Après avoir parcouru environ deux kilomètres sans échanger un mot au milieu de l’épouvantable nuage de poussière, en écoutant le sifflement du vent et aussi celui de l’inconnu dont le répertoire passait des chansons de Silvio Rodríguez à la Cavalleria rusticana, nous en sommes arrivés à la conviction que chercher un violon dans ces conditions était particulièrement difficile. Nous avons vu des moutons, des vanneaux, encore des moutons, des touffes de calafate mais rien qui ressemble à un instrument à cordes. Néanmoins le sourire du gars restait inaltérable comme l’ardeur avec laquelle il poursuivait ses recherches.
— Ce violon, quand l’avez-vous perdu, l’ami ?
— Qui vous a dit ça ? Je ne peux pas l’avoir perdu puisque je ne l’ai pas encore trouvé, déclara-t-il dans une nouvelle démonstration de logique écrasante.
Nous avons continué à chercher le violon en marchant les yeux mi-clos pour éviter la poussière qui s’introduisait partout mais ne gênait pas notre homme protégé par ses lunettes.
— Vous avez un nom ? a demandé mon socio.
— Bien sûr. Je porte un nom comme tout le monde mais on m’appelle El Tano parce que mon vieux était italien. Il venait de Calabre. Bon, si vous ne voulez plus continuer à chercher, personne ne vous oblige à m’accompagner.
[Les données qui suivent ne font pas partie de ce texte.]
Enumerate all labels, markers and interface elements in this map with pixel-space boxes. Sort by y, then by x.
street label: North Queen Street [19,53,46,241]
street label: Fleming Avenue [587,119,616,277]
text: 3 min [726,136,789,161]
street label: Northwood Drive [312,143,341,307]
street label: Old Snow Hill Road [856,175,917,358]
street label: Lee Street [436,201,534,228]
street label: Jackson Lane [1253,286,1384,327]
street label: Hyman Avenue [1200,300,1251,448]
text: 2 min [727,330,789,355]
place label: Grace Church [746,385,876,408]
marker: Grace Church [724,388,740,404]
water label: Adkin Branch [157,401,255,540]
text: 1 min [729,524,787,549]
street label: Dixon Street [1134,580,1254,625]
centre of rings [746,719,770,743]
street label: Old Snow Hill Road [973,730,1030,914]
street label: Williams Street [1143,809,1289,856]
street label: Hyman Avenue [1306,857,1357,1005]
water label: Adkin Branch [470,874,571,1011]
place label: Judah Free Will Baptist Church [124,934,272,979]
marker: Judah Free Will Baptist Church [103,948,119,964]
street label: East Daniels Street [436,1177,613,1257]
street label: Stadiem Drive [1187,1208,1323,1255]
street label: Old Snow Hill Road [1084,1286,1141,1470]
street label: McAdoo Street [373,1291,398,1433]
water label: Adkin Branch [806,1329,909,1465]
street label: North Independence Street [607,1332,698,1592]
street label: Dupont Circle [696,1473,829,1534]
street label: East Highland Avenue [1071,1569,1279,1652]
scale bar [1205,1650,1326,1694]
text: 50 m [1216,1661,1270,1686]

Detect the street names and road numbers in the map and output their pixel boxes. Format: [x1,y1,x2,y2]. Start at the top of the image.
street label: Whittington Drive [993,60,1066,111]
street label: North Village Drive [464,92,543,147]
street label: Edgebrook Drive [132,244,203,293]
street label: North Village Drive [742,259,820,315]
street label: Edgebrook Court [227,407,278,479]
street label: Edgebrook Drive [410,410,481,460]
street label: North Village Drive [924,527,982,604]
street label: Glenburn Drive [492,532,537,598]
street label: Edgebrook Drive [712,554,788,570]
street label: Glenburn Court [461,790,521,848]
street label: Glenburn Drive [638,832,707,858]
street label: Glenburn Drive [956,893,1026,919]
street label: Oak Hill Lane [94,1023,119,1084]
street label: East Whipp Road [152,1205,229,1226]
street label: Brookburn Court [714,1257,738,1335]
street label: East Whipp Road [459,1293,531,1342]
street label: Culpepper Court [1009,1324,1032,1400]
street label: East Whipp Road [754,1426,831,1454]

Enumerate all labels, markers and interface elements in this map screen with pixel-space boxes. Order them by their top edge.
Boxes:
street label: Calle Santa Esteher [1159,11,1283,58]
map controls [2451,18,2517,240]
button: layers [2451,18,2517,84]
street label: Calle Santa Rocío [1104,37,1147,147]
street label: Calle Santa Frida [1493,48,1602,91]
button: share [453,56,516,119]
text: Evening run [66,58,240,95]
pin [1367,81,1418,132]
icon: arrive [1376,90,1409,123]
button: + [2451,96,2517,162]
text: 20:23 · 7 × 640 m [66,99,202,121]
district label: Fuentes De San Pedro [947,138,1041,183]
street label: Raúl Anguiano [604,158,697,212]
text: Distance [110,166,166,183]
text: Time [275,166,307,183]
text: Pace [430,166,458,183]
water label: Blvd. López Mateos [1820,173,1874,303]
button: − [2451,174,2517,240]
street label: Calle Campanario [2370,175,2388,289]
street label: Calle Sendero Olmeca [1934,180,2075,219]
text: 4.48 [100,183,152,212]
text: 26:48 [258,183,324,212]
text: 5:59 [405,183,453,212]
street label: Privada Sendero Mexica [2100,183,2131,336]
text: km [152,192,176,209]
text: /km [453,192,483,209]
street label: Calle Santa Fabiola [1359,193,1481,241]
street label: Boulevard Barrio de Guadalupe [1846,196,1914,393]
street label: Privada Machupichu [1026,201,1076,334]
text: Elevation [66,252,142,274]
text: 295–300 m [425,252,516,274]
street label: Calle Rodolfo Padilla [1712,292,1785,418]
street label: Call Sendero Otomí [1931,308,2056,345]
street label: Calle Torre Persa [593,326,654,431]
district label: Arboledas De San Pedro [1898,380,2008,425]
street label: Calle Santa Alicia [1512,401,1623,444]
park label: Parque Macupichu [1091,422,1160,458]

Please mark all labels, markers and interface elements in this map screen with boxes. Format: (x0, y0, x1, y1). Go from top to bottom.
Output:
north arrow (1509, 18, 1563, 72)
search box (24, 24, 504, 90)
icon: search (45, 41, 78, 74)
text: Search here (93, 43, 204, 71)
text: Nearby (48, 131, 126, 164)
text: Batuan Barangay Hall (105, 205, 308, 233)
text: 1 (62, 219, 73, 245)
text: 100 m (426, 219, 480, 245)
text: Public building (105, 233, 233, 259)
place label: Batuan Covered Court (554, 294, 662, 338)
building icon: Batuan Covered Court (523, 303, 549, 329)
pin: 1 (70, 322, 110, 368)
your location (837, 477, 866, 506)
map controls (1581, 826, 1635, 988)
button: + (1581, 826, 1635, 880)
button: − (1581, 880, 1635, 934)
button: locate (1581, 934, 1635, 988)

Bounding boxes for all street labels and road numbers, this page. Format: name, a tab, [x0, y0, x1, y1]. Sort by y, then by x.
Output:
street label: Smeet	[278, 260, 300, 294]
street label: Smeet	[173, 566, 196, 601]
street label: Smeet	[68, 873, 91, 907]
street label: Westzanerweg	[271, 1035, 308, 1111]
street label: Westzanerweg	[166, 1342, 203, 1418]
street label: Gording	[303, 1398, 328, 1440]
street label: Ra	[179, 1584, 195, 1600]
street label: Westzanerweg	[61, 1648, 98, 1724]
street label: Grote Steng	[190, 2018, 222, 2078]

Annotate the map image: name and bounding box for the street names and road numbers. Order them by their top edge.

Il n’est pas juste de contredire un homme attelé à une tâche aussi sérieuse que celle de trouver un violon au sud du 42e parallèle, aussi avons-nous poursuivi notre lente progression. Vent, poussière, vent toujours et encore. De temps en temps, mon socio et moi échangions un regard et, sans un mot, décidions « encore deux kilomètres et on retourne à la voiture »jusqu’au moment où le type a pressé le pas, nous obligeant d’abord à trotter puis à courir vers un tas de bois amoncelé au milieu de la steppe. C’étaient des piquets, des branches sèches, des traverses de chemin de fer, le tout dressé comme une sorte d’énorme bûcher. À en juger par la poussière qui le recouvrait, ce bois était là depuis assez longtemps.
El Tano a ôté son blouson et a commencé à mettre de côté des bouts de bois. Il enlevait la poussière, les humait, les frappait en les approchant de son oreille jusqu’au moment où il a saisi un morceau de traverse et lui a accordé une attention particulière en le frappant avec un minuscule marteau d’argent. Après quoi il a enlevé ses lunettes et l’a serré dans ses bras, les yeux humides d’émotion.
— On l’a trouvé, les gars ! Je le cherchais depuis des mois, a-t-il crié, tout excité, et il nous a donné l’accolade, et nous en avons fait de même pour fêter la trouvaille.
La pièce de bois devait peser près de soixante-dix kilos et, à tous les trois, nous l’avons transportée jusqu’au chemin. Indifférent à l’effort, El Tano n’arrêtait pas de bénir sa chance. Pendant le transport, il nous a expliqué que le hasard n’avait rien à voir dans cette affaire car il savait que pour construire les voies du vieil express les Anglais ne s’étaient pas contentés d’abattre les arbres des grandes forêts de la Patagonie andine, ils avaient également utilisés des bois importés des Indes. Des bois fins, nobles, des bois faits pour la musique, assurait le Rital.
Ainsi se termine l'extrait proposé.